- _Problem description_
In the listing below, find each line containing "casing" and report it.

[[ Data extracts, beginning ]]

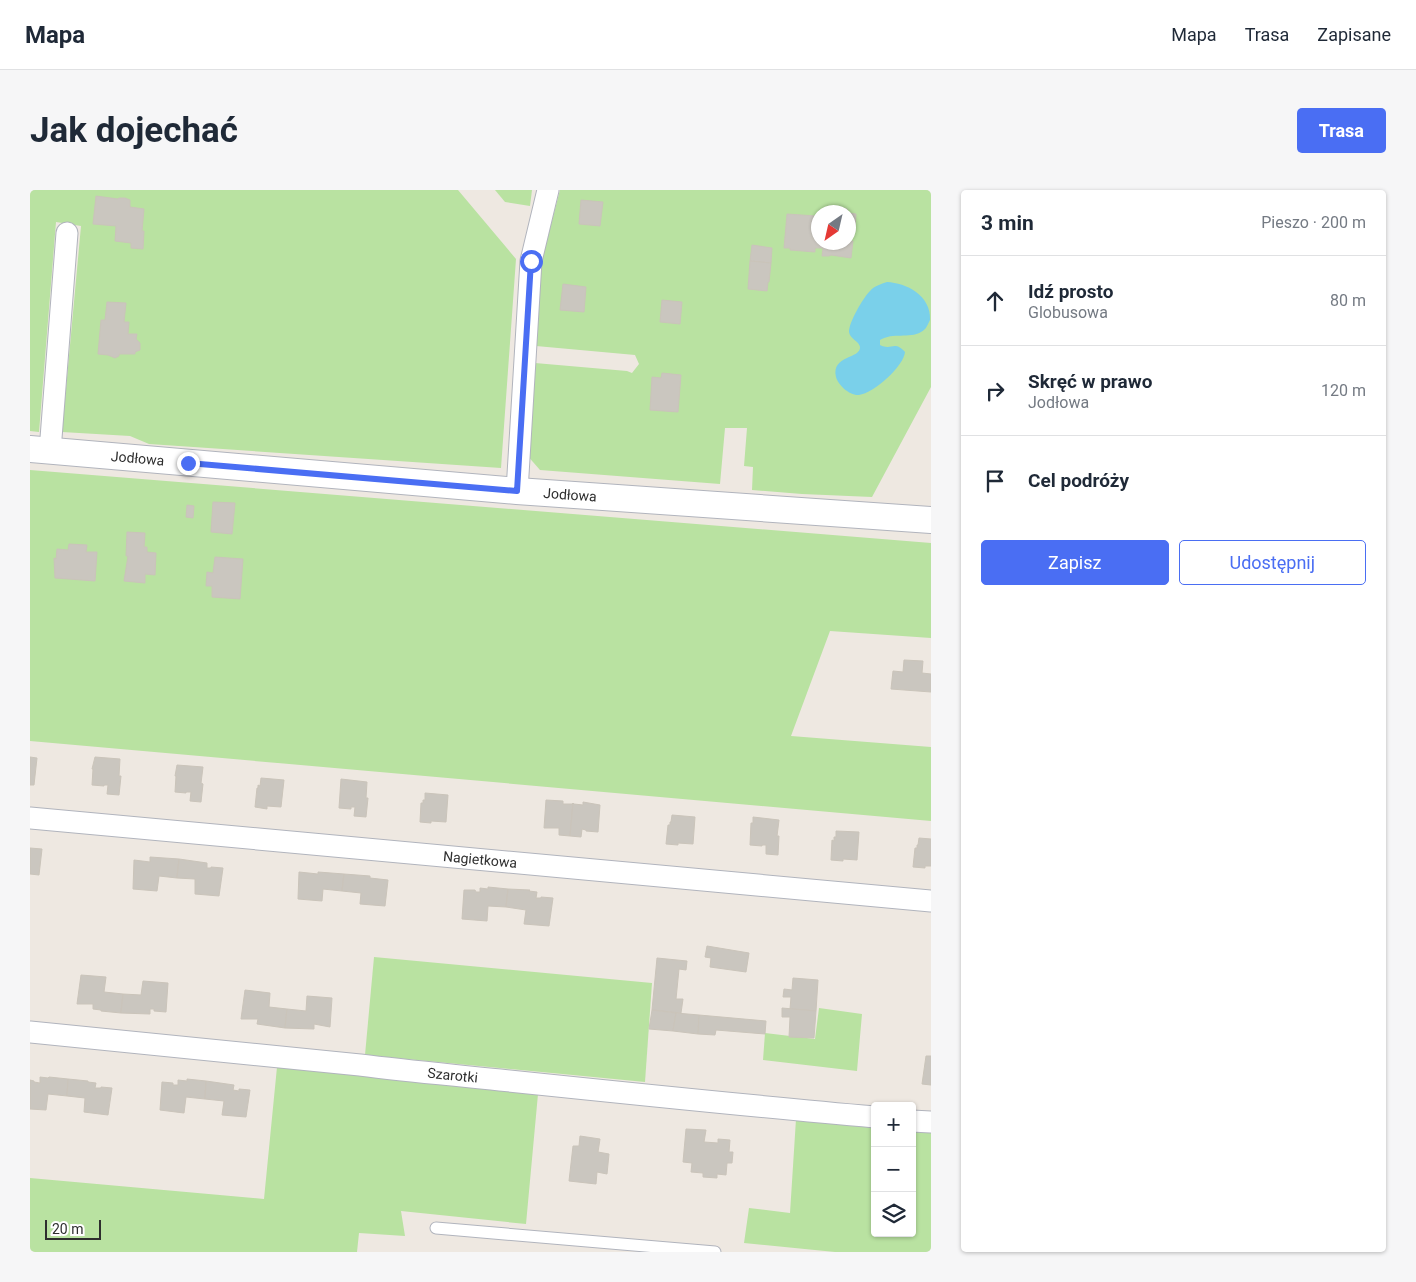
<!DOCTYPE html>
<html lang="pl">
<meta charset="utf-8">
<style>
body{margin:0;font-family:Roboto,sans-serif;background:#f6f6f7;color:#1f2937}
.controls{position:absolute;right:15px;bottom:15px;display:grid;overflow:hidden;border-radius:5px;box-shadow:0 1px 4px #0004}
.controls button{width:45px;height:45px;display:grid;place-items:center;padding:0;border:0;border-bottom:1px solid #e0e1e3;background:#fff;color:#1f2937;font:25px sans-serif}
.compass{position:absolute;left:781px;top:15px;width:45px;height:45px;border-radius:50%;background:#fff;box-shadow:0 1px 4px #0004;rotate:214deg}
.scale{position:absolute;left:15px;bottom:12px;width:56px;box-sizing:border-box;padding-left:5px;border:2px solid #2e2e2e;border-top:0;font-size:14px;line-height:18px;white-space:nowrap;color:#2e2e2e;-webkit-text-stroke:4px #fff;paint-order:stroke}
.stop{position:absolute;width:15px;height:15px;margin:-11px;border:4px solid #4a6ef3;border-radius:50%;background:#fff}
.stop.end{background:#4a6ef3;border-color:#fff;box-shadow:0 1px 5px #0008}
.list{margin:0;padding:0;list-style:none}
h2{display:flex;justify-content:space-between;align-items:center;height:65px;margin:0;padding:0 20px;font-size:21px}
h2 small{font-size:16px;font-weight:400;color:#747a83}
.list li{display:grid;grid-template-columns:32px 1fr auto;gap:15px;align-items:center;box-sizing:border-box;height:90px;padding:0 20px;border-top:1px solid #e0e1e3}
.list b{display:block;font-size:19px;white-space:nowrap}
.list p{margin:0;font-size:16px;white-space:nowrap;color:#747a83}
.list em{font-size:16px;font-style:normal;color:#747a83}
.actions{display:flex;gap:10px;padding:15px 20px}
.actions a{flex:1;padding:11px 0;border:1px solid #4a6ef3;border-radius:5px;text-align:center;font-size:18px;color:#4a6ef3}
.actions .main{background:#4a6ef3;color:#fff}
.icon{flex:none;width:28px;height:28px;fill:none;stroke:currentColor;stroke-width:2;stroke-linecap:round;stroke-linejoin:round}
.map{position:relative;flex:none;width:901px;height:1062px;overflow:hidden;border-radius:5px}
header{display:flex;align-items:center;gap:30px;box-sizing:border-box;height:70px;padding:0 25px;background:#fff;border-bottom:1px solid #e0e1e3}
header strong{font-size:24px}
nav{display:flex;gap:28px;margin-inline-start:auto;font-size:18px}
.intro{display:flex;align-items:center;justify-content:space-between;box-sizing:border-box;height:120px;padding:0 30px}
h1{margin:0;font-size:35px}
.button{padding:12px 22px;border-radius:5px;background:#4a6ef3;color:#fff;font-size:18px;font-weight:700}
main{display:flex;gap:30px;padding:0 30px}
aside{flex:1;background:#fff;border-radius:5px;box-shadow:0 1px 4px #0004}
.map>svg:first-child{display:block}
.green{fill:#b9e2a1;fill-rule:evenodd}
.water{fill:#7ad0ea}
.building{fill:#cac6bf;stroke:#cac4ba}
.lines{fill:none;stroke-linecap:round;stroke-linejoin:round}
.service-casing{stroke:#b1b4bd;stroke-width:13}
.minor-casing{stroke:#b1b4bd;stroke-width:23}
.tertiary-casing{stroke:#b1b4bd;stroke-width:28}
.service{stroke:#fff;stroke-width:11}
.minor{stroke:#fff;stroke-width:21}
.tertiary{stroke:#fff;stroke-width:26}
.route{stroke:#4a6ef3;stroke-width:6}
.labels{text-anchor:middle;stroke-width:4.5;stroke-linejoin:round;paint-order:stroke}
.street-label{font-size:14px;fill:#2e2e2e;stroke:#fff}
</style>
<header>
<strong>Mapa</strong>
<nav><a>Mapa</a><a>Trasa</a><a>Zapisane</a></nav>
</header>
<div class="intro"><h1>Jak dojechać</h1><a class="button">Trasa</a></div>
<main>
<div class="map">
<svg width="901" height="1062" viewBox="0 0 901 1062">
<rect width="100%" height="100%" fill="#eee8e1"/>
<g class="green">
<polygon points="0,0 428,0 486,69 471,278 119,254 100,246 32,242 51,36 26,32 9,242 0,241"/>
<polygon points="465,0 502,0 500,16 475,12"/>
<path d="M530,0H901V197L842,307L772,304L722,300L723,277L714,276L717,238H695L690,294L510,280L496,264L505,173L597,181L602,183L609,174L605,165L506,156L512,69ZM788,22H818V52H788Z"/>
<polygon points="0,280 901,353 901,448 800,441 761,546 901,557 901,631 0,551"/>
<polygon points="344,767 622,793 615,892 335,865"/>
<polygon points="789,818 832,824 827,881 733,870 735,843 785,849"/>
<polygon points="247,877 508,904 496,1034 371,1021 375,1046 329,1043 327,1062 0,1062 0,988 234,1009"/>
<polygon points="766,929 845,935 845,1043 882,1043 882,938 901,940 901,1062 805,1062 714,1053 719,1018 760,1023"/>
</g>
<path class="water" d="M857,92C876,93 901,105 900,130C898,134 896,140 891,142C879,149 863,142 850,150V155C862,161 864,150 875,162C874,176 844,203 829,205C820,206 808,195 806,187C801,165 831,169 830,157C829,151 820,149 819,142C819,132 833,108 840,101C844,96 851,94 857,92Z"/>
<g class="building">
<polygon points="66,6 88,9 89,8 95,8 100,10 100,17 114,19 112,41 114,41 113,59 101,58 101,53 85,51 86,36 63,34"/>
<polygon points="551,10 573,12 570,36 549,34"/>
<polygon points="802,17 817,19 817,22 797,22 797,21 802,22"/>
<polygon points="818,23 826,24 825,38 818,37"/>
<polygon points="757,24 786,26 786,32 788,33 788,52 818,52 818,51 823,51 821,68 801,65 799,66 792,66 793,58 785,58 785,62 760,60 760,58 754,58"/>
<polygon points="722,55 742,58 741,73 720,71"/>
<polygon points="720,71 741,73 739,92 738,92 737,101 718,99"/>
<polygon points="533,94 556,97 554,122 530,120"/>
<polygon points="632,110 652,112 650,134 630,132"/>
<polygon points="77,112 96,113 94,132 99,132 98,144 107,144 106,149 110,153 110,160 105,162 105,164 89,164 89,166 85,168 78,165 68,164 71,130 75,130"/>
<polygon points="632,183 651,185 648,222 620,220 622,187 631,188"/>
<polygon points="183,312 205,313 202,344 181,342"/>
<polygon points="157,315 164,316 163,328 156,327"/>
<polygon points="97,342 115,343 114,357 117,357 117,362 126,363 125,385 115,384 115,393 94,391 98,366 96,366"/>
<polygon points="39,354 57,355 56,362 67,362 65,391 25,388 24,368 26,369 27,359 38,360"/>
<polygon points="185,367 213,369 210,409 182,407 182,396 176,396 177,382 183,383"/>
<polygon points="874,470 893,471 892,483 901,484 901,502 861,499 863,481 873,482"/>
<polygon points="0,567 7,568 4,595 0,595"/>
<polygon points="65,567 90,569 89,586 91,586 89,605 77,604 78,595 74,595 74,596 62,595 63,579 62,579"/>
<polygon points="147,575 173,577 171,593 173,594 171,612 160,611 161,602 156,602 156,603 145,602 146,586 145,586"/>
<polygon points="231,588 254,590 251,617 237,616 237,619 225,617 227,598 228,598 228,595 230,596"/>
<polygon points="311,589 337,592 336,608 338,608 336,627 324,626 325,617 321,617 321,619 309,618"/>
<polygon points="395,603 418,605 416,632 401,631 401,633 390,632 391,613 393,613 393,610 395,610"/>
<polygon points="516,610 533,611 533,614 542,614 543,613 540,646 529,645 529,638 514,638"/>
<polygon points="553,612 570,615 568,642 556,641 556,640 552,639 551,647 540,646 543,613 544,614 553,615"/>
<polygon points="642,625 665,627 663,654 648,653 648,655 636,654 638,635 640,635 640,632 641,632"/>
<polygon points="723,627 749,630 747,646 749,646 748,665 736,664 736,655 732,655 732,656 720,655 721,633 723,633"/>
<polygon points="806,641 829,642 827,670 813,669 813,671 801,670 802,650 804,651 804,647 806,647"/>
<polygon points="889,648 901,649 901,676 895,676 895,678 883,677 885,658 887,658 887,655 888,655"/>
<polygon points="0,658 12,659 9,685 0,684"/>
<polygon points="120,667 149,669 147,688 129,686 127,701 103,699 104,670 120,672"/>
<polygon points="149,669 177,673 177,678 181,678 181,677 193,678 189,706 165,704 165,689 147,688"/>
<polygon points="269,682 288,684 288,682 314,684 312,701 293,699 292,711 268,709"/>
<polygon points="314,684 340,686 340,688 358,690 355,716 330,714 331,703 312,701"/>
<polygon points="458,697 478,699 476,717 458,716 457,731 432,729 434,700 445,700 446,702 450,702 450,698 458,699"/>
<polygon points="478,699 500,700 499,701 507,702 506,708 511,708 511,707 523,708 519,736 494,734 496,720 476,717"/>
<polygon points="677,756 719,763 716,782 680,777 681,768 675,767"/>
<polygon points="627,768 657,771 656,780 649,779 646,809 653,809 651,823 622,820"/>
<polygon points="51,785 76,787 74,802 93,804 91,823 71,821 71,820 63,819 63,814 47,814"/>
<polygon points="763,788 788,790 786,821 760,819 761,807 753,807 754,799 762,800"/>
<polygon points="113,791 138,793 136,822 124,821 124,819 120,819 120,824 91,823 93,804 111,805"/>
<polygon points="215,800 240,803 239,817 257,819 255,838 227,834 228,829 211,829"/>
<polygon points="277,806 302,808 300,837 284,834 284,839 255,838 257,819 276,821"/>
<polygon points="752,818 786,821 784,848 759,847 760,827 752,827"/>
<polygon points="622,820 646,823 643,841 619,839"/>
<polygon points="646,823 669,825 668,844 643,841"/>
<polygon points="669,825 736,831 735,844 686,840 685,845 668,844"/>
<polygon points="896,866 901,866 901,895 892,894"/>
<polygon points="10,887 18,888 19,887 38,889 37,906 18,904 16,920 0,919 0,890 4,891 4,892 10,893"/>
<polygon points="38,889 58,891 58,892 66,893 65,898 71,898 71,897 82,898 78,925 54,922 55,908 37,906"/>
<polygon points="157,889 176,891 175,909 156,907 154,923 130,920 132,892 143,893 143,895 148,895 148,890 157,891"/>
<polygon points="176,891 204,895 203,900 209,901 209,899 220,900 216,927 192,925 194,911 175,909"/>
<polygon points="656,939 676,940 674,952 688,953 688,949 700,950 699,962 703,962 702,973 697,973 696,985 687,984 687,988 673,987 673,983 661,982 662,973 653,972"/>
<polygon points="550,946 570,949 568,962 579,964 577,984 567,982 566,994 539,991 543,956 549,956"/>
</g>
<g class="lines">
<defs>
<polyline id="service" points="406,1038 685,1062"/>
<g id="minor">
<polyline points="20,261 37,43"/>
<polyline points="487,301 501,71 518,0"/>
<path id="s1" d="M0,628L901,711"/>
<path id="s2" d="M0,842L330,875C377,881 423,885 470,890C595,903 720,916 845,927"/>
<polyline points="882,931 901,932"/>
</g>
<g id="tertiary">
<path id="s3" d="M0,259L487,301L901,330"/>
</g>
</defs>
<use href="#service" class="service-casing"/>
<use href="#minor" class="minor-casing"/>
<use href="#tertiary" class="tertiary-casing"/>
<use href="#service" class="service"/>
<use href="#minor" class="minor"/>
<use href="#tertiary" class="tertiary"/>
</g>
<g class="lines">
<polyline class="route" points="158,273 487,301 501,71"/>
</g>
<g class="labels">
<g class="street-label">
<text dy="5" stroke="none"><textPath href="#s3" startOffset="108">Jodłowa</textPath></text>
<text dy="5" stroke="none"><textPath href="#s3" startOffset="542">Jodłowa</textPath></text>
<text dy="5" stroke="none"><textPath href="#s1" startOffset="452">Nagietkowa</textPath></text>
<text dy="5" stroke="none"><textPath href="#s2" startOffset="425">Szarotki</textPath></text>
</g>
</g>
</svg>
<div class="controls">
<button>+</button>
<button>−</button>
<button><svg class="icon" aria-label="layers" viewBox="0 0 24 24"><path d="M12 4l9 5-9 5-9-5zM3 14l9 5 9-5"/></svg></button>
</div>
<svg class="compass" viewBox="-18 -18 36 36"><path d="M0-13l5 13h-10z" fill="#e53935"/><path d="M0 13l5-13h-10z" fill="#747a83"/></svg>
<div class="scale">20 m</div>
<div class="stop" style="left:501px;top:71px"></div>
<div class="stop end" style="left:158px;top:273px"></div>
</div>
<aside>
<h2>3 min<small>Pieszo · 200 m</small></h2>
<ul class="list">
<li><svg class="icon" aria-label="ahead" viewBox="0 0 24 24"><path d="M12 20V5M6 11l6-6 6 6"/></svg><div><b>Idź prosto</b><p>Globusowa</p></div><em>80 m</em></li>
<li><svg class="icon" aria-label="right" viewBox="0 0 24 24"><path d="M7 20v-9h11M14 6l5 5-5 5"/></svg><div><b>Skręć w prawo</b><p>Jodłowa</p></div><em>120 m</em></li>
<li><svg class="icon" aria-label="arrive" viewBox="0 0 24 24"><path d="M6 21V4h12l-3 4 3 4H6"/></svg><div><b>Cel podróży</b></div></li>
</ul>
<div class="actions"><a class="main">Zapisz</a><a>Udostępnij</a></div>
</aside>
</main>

[[ Data extracts, end ]]

- _Solution to this task_
.service-casing{stroke:#b1b4bd;stroke-width:13}
.minor-casing{stroke:#b1b4bd;stroke-width:23}
.tertiary-casing{stroke:#b1b4bd;stroke-width:28}
<use href="#service" class="service-casing"/>
<use href="#minor" class="minor-casing"/>
<use href="#tertiary" class="tertiary-casing"/>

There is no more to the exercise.